On Monday night, I watched a pretty dull game show on prime-time television. This quiz show featured seven contestants and at least twice as many questioners, and it lasted two hours. The host appeared to mark the time by grunting every few seconds during the answers, and the apparent point was for the contestants to keep talking until the host started grunting loud enough to distract them from their answers.
What's that you say? That wasn’t a game show, but the way the media wants the public to select the next major-party challenger for the presidential election? I find that as difficult to believe as a congressman thinking that people will just forget that he tweeted his genitalia over the internet.
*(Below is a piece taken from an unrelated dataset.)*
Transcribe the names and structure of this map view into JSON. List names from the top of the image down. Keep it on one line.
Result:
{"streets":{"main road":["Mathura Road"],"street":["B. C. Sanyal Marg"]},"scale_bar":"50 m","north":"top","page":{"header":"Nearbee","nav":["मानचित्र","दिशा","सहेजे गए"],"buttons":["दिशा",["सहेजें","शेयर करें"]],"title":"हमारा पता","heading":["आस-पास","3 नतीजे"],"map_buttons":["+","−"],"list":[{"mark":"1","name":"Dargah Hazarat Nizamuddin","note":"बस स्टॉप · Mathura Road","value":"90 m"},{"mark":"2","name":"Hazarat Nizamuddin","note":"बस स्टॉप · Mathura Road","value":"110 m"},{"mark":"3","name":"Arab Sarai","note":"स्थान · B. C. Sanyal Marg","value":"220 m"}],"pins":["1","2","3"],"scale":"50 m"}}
Unfortunately, it's true. Every four years, the American media decide that the best way to showcase the potential leadership of the U.S. and the free world is to crowd as many candidates as possible on a stage and play College Bowl, only with shorter time for answers. Instead of asking a question that only requires a brief, specific answer, contestants — excuse me, candidates — are tormented with open-ended questions on broad issues:
Q: In thirty seconds, please explain how you will approach entitlement reform.
A: Er ... carefully?
Monday's CNN debate managed to combine the usual inanity with a healthy dose of incompetent innovation. CNN selected John King as the moderator and the timekeeper, and needless to say, that didn’t exactly work out well. Instead of signaling with a light that time had expired, King started grunting a few seconds after candidates began their answers... or when King felt the answers were non-responsive... or whenever King felt like grunting. This led to several exchanges when the contestants — darn it, candidates — asked King if they could please finish speaking before he jumped to the next question.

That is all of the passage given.